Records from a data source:
────────────────────────────────────────
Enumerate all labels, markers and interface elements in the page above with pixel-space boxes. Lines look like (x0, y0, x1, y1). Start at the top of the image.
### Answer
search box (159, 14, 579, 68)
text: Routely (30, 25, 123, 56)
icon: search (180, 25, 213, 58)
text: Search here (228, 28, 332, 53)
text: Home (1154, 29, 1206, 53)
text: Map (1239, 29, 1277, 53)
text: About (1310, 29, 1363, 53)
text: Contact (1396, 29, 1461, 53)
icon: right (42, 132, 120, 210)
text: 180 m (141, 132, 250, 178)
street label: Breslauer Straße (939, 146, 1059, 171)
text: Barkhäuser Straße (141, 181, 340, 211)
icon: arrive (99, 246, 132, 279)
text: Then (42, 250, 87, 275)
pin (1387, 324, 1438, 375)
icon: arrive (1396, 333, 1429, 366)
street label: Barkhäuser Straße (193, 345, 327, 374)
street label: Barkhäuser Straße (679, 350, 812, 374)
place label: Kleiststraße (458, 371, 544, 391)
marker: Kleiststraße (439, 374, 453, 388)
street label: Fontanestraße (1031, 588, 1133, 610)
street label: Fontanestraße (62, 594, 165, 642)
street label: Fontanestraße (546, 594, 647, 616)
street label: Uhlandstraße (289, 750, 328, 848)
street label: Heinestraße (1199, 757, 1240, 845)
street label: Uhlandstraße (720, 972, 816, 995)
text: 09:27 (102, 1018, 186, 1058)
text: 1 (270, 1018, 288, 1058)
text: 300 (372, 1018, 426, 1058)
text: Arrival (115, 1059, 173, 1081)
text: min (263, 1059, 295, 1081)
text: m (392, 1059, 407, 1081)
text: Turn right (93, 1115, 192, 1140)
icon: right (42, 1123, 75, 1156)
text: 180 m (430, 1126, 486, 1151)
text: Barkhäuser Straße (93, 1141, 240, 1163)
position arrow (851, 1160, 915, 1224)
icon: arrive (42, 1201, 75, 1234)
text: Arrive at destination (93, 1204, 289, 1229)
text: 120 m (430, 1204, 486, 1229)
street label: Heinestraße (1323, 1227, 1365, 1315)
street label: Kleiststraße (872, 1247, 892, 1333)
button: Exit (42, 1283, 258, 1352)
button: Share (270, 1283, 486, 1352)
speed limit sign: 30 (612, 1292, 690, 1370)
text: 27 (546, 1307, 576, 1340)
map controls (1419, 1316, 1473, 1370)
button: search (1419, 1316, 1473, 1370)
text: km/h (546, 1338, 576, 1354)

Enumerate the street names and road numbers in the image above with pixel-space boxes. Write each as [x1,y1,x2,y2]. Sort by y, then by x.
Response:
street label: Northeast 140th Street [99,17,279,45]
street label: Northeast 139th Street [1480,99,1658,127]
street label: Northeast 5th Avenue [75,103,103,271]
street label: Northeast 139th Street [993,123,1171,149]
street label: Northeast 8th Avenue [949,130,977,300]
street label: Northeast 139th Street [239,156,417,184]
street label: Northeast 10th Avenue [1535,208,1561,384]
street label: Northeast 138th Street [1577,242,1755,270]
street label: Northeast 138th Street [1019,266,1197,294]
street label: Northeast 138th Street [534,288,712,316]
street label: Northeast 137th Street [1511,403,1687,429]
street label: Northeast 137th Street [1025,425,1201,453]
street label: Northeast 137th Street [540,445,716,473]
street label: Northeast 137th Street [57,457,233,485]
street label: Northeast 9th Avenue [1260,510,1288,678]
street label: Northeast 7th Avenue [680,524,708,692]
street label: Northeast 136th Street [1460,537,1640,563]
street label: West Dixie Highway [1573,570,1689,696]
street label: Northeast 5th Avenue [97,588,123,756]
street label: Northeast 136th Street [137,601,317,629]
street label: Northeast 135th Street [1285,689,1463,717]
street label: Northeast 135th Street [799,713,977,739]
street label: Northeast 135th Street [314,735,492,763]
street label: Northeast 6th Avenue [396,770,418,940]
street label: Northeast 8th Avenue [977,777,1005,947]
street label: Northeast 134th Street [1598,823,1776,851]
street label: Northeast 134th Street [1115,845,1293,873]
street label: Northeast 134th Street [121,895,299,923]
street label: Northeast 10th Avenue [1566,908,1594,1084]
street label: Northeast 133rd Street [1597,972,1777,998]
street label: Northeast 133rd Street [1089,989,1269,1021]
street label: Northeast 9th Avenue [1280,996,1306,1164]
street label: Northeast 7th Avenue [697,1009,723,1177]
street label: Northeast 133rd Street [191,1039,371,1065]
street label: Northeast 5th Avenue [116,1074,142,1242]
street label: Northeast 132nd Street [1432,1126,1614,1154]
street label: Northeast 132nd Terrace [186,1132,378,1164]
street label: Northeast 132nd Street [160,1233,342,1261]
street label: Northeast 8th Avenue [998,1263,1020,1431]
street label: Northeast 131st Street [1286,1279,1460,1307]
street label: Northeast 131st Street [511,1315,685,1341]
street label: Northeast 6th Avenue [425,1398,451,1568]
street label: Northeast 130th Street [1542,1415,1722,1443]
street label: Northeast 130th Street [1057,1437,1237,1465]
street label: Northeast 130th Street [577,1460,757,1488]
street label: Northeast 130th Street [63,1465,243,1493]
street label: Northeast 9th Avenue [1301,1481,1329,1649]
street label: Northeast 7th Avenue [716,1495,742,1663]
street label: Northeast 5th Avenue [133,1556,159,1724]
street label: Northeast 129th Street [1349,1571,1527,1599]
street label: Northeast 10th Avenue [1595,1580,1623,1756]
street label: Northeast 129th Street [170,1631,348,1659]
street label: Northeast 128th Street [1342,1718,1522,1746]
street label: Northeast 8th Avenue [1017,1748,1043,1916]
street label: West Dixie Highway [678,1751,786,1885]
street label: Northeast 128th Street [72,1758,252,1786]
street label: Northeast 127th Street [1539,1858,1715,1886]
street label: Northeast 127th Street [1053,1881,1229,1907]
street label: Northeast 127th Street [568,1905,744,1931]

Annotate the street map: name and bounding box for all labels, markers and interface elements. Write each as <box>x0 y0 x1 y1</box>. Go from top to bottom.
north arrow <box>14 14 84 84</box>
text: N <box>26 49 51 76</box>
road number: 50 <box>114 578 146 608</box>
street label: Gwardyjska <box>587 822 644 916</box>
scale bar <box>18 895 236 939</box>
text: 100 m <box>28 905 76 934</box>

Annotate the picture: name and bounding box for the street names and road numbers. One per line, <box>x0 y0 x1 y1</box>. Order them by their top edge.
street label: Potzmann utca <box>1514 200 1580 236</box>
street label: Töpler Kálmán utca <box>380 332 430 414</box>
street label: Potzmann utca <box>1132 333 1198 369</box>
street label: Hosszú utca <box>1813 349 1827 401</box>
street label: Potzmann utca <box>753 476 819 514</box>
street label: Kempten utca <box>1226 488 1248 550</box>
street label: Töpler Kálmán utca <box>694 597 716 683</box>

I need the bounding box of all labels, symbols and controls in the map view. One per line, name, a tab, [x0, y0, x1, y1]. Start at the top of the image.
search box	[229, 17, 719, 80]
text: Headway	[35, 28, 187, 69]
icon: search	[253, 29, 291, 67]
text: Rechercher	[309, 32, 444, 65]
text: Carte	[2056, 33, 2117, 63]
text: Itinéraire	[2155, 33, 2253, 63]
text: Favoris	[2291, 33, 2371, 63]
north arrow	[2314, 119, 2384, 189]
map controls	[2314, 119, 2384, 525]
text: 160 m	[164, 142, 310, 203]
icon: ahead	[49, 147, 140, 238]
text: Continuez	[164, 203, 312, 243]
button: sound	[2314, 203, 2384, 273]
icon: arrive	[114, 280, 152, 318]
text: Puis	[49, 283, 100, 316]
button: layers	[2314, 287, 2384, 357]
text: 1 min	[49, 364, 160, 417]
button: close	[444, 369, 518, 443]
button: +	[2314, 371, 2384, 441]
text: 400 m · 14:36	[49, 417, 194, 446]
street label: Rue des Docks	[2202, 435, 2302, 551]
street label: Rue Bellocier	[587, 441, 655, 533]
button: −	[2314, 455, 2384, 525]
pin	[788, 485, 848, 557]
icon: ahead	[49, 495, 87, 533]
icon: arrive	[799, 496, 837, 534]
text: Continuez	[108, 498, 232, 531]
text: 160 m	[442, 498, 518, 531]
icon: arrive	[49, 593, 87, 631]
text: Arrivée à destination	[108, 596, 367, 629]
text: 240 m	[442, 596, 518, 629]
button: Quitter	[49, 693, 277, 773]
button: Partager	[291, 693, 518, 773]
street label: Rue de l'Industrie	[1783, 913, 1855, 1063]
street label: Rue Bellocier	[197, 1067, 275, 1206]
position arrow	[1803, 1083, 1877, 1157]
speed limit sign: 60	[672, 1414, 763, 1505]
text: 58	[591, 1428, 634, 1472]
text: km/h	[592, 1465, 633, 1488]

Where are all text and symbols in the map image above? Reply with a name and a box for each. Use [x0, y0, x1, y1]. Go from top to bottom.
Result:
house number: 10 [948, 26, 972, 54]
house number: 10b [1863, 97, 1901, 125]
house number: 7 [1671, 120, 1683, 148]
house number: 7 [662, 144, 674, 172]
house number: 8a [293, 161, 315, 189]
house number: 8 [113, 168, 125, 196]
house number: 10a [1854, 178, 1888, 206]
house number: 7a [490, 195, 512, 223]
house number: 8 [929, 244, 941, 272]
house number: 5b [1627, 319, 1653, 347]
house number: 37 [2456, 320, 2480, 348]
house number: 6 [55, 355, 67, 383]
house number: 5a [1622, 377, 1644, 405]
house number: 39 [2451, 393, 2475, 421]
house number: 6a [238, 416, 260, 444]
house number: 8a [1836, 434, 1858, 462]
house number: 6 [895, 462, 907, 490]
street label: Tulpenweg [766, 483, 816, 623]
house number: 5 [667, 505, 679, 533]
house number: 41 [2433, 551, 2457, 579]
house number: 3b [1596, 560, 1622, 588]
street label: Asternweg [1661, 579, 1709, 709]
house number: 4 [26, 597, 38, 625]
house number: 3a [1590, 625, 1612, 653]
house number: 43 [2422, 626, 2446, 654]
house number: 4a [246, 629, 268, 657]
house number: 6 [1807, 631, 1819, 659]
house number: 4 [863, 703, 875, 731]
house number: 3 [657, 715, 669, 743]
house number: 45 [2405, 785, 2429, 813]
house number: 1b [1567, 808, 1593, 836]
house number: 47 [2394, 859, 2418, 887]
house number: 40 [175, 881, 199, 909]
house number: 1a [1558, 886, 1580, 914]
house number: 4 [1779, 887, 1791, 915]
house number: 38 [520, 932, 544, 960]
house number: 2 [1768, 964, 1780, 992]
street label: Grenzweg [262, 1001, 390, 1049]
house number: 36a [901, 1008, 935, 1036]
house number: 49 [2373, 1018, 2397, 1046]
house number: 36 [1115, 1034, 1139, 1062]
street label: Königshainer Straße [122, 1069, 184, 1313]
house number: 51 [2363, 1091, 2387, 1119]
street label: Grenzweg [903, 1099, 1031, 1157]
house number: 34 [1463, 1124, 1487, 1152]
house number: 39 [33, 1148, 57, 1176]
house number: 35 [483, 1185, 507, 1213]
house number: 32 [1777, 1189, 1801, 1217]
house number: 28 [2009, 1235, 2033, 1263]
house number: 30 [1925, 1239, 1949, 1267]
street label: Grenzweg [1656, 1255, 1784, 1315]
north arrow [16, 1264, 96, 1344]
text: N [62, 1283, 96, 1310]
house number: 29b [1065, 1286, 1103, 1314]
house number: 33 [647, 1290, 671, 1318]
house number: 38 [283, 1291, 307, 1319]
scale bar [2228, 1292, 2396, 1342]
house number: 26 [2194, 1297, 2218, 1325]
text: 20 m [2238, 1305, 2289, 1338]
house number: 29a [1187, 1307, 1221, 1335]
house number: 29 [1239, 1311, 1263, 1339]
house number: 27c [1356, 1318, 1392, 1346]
────────────────────────────────────────
**HOW TO COMPLETE THIS TASK**
Filter the records above and return every line that holds the word "boxes".

**TASK RESULT**
Enumerate all labels, markers and interface elements in the page above with pixel-space boxes. Lines look like (x0, y0, x1, y1). Start at the top of the image.
Enumerate the street names and road numbers in the image above with pixel-space boxes. Write each as [x1,y1,x2,y2]. Sort by y, then by x.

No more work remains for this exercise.